Exercise details → Scan the records below, and wherever a line has the word "they", pull it out.

Information supplied →
______

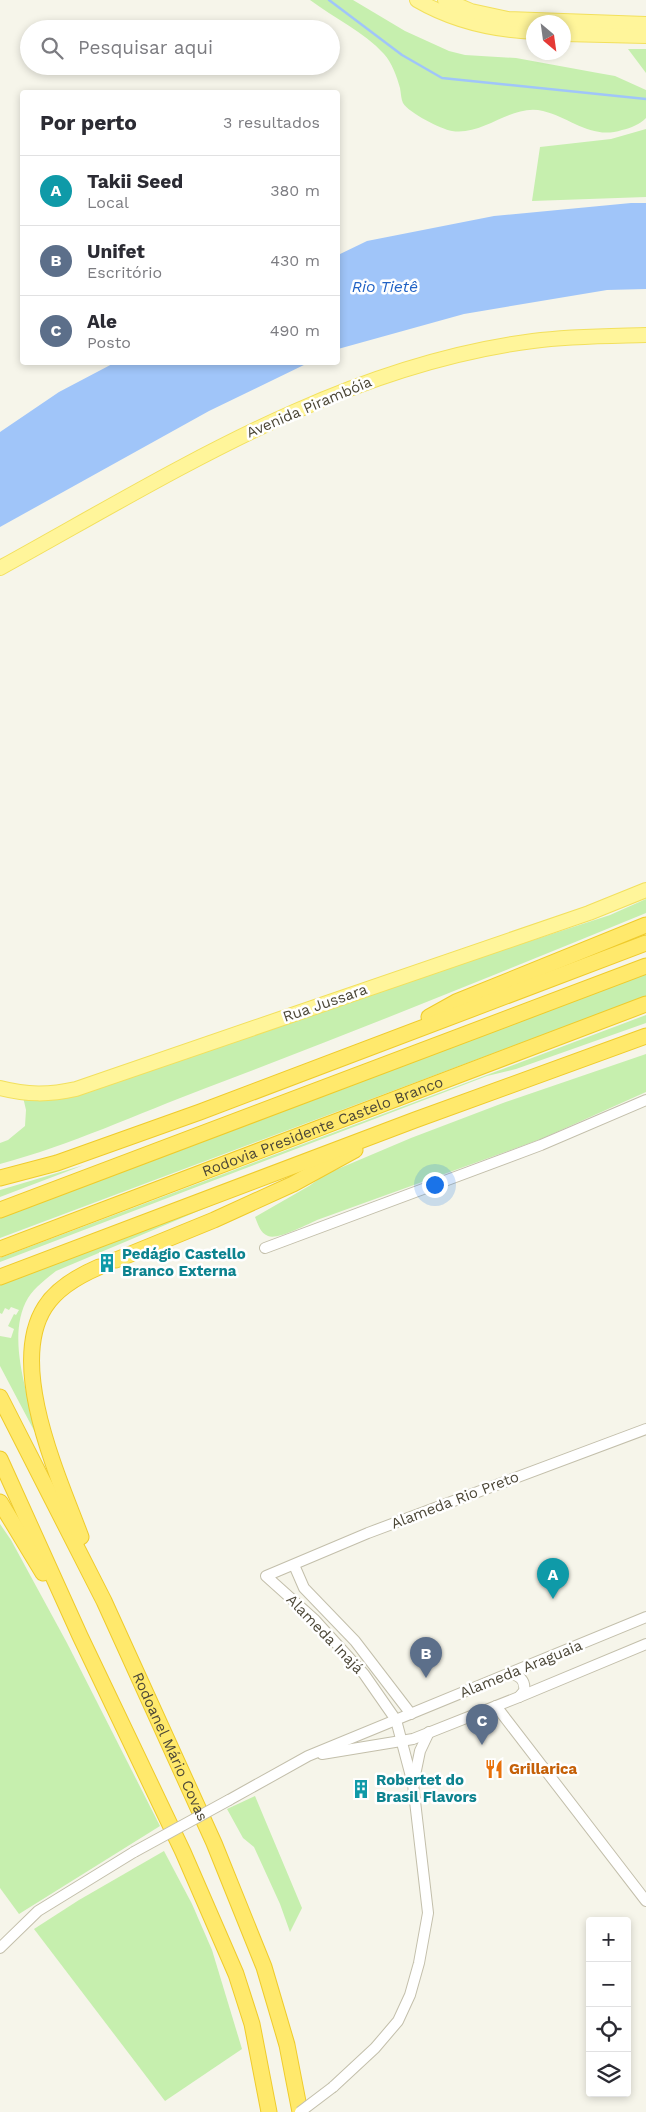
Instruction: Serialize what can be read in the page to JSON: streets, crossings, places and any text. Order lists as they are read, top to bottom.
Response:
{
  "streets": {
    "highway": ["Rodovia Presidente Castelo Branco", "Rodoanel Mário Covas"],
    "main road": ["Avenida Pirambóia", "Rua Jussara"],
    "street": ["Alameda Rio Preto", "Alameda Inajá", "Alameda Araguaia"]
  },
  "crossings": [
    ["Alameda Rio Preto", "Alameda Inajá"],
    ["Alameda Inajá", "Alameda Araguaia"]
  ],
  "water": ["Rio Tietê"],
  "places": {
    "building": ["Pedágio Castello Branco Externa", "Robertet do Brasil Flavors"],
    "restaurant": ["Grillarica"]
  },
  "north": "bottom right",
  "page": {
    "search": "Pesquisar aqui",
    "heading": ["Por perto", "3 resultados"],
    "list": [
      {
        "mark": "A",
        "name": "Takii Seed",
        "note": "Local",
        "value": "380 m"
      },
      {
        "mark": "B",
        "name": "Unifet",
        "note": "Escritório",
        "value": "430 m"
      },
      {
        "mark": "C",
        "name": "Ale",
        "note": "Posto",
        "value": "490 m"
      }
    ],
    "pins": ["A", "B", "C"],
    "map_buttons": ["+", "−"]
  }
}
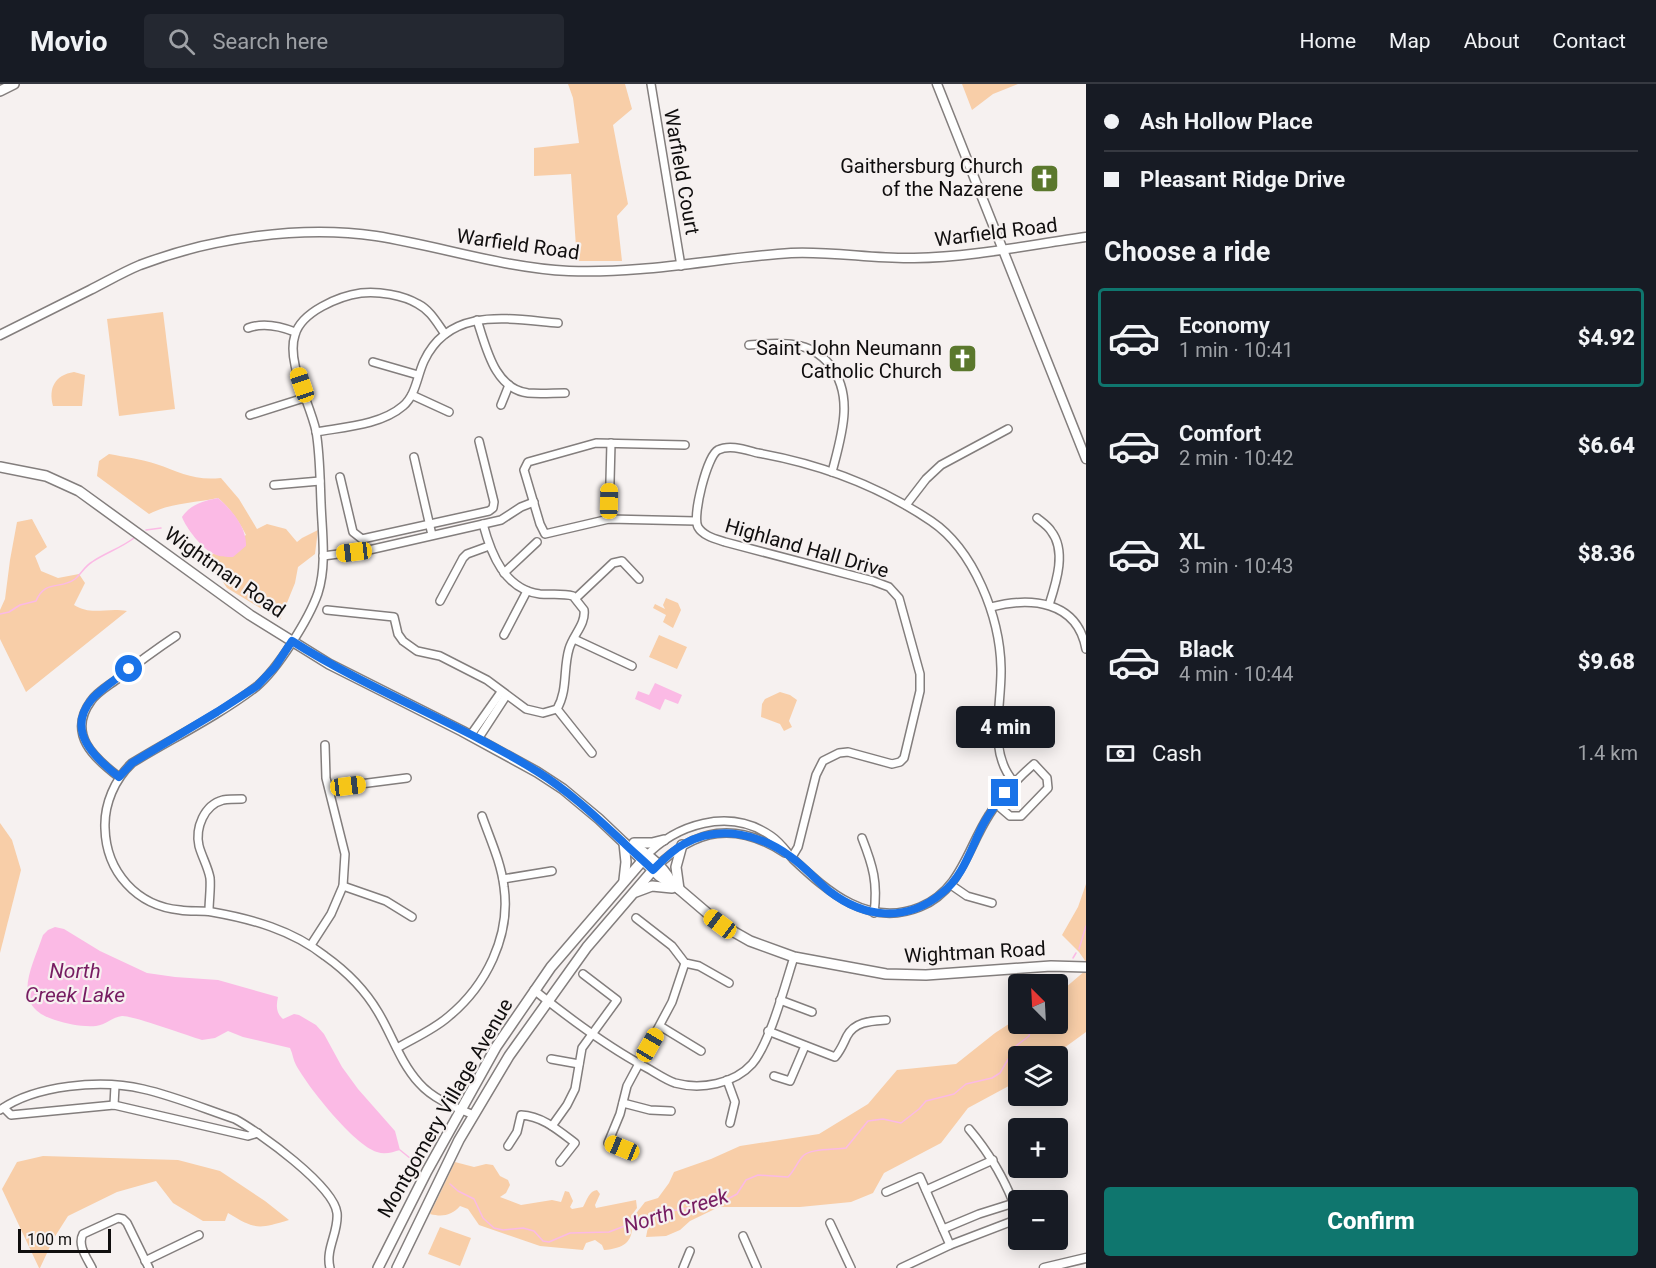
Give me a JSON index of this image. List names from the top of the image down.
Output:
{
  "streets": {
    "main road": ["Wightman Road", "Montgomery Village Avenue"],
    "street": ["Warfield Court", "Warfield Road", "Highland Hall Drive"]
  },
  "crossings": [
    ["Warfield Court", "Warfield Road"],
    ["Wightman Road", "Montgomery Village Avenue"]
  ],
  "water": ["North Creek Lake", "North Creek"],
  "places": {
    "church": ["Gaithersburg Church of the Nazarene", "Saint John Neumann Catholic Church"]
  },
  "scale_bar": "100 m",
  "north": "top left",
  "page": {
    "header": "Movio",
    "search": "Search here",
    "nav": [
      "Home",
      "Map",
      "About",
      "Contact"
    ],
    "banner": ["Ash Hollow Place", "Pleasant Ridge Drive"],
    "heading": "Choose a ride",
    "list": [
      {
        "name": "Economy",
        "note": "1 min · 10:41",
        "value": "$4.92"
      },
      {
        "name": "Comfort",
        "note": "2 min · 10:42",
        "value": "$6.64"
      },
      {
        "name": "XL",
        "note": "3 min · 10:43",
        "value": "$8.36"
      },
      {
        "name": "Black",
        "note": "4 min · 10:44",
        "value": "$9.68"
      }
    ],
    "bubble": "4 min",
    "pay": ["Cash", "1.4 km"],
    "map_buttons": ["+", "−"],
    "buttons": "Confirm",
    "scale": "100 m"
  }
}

______

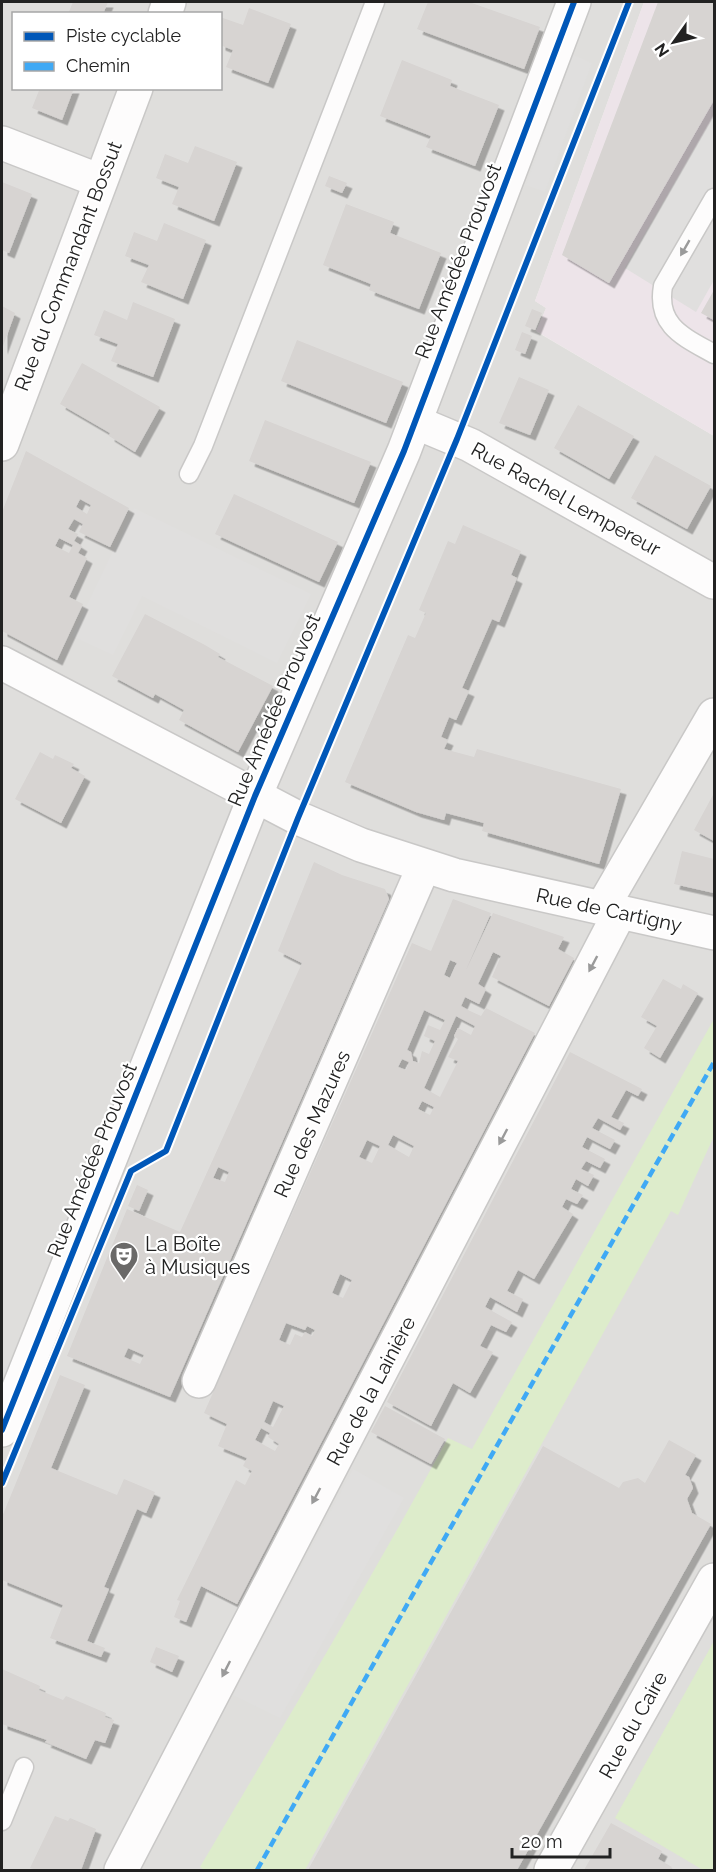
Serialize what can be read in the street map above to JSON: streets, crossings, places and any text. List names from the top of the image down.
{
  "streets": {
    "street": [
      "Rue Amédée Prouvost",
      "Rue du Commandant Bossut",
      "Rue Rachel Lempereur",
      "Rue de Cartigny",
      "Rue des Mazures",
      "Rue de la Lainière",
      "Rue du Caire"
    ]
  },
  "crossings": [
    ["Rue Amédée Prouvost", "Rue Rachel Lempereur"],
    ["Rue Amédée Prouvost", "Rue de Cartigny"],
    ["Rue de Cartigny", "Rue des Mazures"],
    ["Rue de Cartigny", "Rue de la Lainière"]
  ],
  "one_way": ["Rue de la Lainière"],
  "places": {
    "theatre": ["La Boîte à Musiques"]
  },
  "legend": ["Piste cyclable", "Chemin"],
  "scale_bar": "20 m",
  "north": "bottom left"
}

______

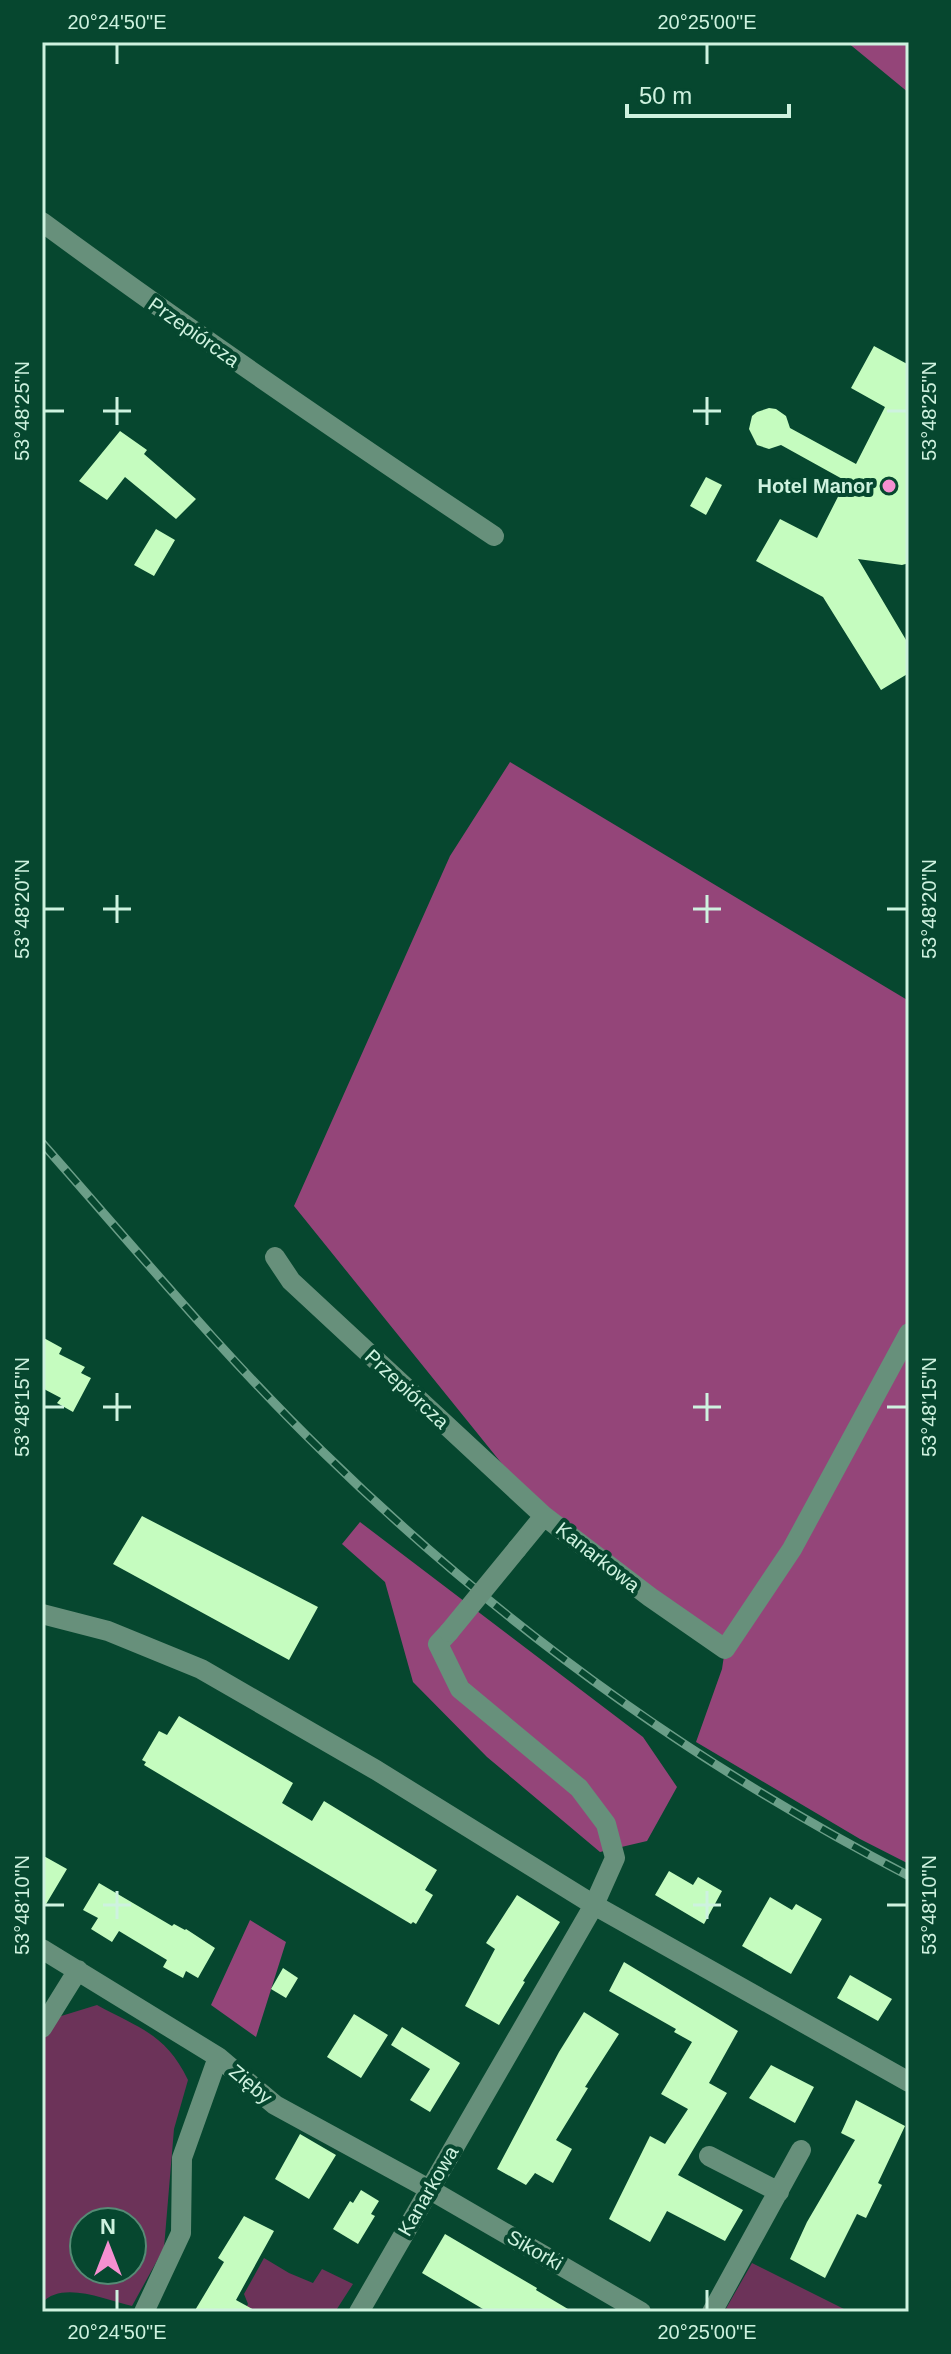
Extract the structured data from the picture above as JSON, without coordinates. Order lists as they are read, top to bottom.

______

Answer space →
Instruction: Serialize what can be read in the page to JSON: streets, crossings, places and any text. Order lists as they are read, top to bottom.
Extract the structured data from the picture above as JSON, without coordinates. Order lists as they are read, top to bottom.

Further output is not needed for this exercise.